Ilê Aiyê sobe a ladeira do Curuzu com resgate à força ancestral dos povos originários
A tradicional saída do Bloco Afro Ilê Aiyê, no Ilê Axé Jitolu, no Curuzu, foi marcada por emoção, beleza estonteante e a união de duas ancestralidades: o povo negro brasileiro e os indígenas, na noite deste sábado (14). Subindo a ladeira ou nas marquises de suas residências, não teve quem não se emocionasse com a elegância do Mais Belo dos Belos. Neste ano, a instituição levou ao Carnaval o tema “Turbantes e Cocares: a história de resistência do povo afro e indígena de Maricá”.
O lançamento dos milhos, o banho de pipoca, a proteção do pó de pemba e o voo das pombas brancas abriram o Carnaval 2026 para o Ilê Aiyê. Após todo ritual religioso e cultural característico, os tambores anunciavam que O Mais Belo dos Belos subia a ladeira do Curuzu.
Nessa toada, os foliões seguiram pelo Circuito Mãe Hilda Jitolu cantando clássicos eternizados na história do Carnaval. Após o fim do trajeto, a incansável e bela multidão negra partiu para o Circuito Osmar, onde desfilou do Campo Grande ao Relógio de São Pedro, na Avenida Sete de Setembro.
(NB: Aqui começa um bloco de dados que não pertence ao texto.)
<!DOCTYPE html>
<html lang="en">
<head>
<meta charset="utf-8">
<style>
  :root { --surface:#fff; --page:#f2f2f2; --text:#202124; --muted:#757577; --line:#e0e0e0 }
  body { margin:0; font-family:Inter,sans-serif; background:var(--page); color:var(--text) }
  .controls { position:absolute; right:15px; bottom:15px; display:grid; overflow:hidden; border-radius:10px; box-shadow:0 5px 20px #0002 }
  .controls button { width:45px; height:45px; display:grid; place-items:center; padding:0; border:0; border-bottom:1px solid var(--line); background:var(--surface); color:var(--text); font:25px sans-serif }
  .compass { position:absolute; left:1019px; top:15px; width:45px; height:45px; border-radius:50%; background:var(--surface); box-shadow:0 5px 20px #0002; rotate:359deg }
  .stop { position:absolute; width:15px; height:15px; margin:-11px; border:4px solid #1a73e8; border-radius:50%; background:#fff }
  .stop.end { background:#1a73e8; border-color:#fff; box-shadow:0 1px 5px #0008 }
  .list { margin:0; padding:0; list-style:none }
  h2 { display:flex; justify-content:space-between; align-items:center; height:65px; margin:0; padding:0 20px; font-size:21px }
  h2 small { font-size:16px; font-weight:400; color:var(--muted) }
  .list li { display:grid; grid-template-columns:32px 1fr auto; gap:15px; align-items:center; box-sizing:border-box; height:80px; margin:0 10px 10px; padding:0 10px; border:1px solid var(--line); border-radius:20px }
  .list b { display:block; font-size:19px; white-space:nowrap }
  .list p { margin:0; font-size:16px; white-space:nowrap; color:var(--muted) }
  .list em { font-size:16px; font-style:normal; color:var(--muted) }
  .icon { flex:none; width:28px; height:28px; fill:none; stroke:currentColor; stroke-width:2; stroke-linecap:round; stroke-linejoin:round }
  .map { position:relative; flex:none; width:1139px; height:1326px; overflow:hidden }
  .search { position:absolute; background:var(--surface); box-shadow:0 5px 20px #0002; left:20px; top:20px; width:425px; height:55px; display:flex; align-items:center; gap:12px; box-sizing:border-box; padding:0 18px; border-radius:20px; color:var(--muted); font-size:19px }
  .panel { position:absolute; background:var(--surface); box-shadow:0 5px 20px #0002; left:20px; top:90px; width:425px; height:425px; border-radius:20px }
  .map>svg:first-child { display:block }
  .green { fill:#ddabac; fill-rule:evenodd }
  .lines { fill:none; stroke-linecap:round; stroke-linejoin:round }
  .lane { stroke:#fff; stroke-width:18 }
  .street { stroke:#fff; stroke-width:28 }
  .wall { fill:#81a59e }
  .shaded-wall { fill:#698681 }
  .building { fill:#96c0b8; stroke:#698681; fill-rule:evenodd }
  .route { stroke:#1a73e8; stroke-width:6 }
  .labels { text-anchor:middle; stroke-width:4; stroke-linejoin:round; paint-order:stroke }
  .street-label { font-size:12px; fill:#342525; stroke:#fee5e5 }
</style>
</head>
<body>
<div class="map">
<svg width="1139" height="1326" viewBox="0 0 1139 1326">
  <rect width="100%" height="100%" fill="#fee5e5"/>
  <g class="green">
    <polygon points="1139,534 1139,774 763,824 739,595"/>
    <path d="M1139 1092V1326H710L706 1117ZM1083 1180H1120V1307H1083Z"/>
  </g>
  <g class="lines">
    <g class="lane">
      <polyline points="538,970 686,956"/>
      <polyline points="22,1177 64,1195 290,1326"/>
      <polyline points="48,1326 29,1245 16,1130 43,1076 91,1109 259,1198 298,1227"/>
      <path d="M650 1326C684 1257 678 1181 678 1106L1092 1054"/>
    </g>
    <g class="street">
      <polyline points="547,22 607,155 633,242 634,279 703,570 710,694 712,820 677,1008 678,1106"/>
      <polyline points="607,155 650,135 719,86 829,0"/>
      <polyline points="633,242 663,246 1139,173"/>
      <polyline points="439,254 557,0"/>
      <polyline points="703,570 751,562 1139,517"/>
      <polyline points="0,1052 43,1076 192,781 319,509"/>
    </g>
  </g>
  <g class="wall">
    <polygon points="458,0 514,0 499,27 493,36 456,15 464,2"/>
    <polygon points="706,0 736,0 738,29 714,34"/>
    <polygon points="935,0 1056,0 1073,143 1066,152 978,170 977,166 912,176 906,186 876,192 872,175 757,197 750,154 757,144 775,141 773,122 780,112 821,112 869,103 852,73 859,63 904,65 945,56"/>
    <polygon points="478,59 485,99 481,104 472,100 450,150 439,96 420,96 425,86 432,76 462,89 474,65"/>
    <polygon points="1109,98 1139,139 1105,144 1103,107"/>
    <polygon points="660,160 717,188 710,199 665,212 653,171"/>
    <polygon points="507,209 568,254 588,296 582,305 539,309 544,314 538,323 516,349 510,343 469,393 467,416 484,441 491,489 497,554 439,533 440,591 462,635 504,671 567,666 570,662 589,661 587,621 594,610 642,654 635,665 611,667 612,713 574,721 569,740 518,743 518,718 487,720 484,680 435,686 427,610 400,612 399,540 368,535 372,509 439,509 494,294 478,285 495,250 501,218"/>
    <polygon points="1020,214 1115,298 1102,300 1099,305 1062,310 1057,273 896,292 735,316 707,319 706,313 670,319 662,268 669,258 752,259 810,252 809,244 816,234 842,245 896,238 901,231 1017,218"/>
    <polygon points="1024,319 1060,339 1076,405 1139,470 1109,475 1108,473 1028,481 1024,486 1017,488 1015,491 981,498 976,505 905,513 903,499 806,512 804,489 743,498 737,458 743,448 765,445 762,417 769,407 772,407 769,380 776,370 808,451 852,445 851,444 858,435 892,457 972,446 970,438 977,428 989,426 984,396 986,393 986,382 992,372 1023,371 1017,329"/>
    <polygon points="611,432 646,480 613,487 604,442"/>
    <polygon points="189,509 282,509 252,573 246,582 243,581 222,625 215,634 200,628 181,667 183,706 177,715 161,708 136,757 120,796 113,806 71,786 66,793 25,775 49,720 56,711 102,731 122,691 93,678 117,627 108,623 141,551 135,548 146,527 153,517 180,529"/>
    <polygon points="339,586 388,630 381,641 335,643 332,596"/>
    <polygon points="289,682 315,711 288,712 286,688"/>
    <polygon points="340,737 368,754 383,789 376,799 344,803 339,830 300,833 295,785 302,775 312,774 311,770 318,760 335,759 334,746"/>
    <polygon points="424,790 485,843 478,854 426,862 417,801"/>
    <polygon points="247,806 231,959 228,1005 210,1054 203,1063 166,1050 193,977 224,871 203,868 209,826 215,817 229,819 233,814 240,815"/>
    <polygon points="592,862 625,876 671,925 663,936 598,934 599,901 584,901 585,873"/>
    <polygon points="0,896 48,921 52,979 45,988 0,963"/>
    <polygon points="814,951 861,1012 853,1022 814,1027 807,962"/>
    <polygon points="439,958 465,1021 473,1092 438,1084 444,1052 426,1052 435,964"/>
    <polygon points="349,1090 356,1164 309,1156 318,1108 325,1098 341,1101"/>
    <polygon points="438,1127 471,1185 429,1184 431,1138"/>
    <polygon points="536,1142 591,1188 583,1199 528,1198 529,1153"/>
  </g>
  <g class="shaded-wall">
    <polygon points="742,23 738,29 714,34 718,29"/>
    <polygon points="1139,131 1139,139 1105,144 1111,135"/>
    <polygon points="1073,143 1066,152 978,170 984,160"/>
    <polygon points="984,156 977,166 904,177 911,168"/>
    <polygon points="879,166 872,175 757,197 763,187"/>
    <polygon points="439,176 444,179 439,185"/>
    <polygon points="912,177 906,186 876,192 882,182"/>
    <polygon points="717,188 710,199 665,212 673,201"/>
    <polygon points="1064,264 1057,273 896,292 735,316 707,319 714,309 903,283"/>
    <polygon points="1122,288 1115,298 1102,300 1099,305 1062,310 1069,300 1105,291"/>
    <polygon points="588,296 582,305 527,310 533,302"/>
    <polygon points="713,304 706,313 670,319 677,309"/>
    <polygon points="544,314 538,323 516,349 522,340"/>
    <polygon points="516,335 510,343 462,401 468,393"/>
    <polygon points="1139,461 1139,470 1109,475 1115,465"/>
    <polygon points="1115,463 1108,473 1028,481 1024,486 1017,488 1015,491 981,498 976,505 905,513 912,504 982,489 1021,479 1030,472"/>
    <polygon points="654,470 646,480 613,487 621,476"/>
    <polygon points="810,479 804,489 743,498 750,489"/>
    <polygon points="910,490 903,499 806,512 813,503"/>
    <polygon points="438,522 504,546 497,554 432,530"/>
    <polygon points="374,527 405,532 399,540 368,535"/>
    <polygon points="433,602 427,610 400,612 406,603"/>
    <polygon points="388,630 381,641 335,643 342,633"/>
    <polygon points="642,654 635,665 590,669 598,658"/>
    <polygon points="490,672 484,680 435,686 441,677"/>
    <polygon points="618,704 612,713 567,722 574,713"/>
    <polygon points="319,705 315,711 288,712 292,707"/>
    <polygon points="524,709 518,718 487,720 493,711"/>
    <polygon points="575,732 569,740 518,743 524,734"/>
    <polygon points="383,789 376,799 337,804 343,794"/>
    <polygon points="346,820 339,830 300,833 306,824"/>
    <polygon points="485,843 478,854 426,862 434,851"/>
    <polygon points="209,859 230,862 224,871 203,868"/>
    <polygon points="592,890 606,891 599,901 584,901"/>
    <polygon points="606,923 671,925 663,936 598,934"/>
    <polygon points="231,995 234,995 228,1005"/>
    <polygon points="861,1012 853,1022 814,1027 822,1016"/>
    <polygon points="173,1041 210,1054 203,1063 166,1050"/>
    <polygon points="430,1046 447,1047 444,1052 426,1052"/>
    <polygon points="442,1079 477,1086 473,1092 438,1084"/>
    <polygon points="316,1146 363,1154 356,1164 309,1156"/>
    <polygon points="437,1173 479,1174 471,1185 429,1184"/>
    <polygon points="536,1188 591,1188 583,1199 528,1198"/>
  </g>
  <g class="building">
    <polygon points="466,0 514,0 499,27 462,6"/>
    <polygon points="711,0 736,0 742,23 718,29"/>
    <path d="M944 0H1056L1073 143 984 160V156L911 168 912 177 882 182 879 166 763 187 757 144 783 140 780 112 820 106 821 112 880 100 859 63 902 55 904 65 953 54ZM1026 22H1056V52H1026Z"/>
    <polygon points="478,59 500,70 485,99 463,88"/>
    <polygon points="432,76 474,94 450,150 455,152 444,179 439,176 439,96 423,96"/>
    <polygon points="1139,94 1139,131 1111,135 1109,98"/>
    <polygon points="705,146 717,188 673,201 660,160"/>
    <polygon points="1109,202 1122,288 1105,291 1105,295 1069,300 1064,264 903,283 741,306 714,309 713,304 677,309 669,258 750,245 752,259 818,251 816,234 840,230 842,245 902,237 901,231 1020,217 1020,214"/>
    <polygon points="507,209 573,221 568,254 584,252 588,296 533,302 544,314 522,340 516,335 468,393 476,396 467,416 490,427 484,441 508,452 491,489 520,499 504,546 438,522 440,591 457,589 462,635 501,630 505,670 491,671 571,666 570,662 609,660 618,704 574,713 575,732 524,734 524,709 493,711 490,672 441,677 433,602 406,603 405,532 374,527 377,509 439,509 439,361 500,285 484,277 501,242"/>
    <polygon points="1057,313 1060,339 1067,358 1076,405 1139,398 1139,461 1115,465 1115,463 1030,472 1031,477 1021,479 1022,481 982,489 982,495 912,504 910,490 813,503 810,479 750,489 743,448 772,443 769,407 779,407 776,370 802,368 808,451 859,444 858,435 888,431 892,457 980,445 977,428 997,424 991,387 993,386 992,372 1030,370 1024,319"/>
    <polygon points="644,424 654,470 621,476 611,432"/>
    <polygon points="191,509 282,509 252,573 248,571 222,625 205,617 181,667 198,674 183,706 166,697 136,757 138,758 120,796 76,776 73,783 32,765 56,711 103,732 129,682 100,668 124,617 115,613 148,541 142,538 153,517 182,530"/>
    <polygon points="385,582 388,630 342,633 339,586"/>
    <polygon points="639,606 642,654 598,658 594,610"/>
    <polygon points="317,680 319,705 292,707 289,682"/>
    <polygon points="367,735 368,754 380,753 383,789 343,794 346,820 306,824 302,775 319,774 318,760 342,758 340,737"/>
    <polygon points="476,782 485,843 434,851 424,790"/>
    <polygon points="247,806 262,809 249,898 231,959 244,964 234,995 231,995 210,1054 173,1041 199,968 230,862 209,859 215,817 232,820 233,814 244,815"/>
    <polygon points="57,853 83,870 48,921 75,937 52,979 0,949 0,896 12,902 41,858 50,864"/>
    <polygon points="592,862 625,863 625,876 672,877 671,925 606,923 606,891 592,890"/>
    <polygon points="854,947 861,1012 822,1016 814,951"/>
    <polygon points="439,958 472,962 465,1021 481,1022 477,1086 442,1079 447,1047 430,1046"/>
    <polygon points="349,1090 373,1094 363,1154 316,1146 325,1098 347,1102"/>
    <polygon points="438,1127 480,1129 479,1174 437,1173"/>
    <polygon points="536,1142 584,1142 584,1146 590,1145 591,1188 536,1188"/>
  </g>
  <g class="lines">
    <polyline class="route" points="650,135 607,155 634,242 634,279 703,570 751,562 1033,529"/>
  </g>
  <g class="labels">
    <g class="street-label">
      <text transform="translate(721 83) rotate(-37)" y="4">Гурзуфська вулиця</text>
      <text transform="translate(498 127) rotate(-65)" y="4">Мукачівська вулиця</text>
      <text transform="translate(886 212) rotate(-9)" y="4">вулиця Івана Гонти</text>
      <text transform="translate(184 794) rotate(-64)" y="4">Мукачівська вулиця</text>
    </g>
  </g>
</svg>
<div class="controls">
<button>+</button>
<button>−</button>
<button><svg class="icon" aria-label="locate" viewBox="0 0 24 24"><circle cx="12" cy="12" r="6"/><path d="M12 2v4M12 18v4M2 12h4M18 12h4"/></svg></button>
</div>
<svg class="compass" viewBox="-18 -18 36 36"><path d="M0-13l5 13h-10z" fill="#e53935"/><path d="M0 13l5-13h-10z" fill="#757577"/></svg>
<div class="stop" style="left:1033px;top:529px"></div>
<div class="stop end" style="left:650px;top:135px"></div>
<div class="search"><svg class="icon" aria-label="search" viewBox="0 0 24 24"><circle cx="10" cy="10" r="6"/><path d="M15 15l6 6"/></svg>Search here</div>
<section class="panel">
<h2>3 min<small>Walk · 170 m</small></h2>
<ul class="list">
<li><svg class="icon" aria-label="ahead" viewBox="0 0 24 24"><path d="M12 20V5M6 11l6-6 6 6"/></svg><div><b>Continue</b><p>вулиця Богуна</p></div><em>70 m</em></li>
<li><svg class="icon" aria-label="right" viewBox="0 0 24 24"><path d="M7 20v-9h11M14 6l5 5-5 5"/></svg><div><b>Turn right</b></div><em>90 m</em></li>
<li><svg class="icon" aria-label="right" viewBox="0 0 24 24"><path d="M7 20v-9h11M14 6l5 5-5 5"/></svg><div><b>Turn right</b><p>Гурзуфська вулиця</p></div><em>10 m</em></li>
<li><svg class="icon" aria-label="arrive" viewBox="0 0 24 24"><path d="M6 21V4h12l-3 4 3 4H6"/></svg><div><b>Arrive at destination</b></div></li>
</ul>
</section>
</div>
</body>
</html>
Símbolo de luta e resistência, o Ilê Aiyê desfilou pela 51ª vez na maior festa de rua do mundo. O momento foi palco para o resgate do legado da cultura afro-indígena presente em Maricá, no Rio de Janeiro (RJ). O tema da agremiação para este Carnaval une o povo Tupinambá aos negros de quilombo, que resistiram à opressão da escravidão.
Fundador e presidente do bloco, Antônio Carlos Vovô compartilhou o sentimento de ver o saldo da luta pelo Ilê Aiyê. “Eu fico muito feliz com o resultado de ver esse projeto se espalhar pelo Brasil. Hoje tem bloco afro no Brasil quase todo. Essa revolução está no mundo. Onde chega tem jovens que foram formados aqui, que moram fora do Brasil e que dão continuidade a esse trabalho percussivo”, disse.
Apoiado pelo Programa Ouro Negro, programa de incentivo aos blocos afros promovido pela Secretaria de Cultura do Estado da Bahia (Secult-BA), recebeu diversas autoridades, como o vice-governador Geraldo Jr., o secretário da Secult, Bruno Monteiro, além de outros secretários.
“Isso aqui é a expressão do nosso povo, da cultura popular. É isso que nós vamos continuar fazendo. Com o presidente Lula e com o governador Jerônimo Rodrigues fortalecendo e valorizando o nosso povo e a nossa raiz. Está aqui o secretário Bruno Monteiro que tem um papel fundamental, puxando o maior Ouro Negro da história do Estado da Bahia, com mais de R$ 17 milhões”, pontuou o vice-governador. O secretário Bruno Monteiro também aproveitou a oportunidade para fortalecer as políticas de incentivo aos blocos de matriz africana.
“Aqui na Ladeira do Curuzu, no bairro da Liberdade, em Salvador, onde todo esse movimento começou há mais de 50 anos, esse sábado de Carnaval tem um sentido todo especial. Aqui reside a existência, a identidade, a conexão por meio da cultura com a nossa sociedade. É tudo isso que o Ilê Aiyê representa. Para além do Ouro Negro, temos um diálogo com os Blocos Afro da Bahia ao longo de todo ano. É com muita satisfação que nós presenciamos, testemunhamos a riqueza histórica e cultural que tem essa saída do sábado de Carnaval”, destacou Bruno Monteiro.
Representatividade – Responsável por mudar a festa e a concepção do belo, o Ilê Aiyê leva para a Avenida não apenas a música, mas um legado de mudança, dando voz às comunidades marginalizadas socialmente.
A deusa do Ébano e também estudante de jornalismo, Carol Xavier, destacou a alegria de atravessar as ruas de Salvador com sua beleza, além de pontuar a importância do seu lugar na comunicação com diversas crianças e mulheres pretas.
“Esse lugar de Deusa é muito mais que a forma corporal através da dança. É deixar uma mensagem da importância que isso traz para as crianças, para as mulheres das comunidades, as mulheres que um dia quiseram ser deusa, que ainda querem ser deusa. Já para as crianças é trazer uma perspectiva de vida, um olhar diferente, colocar elas nesse lugar de que elas podem ser também deusa, de que podem ser também potência, ainda que não seja nesse lugar de deusa, mas em outros polos da vida”, disse Carol, enquanto se preparava, sob os cuidados da estilista Dete Lima, para a tradicional saída.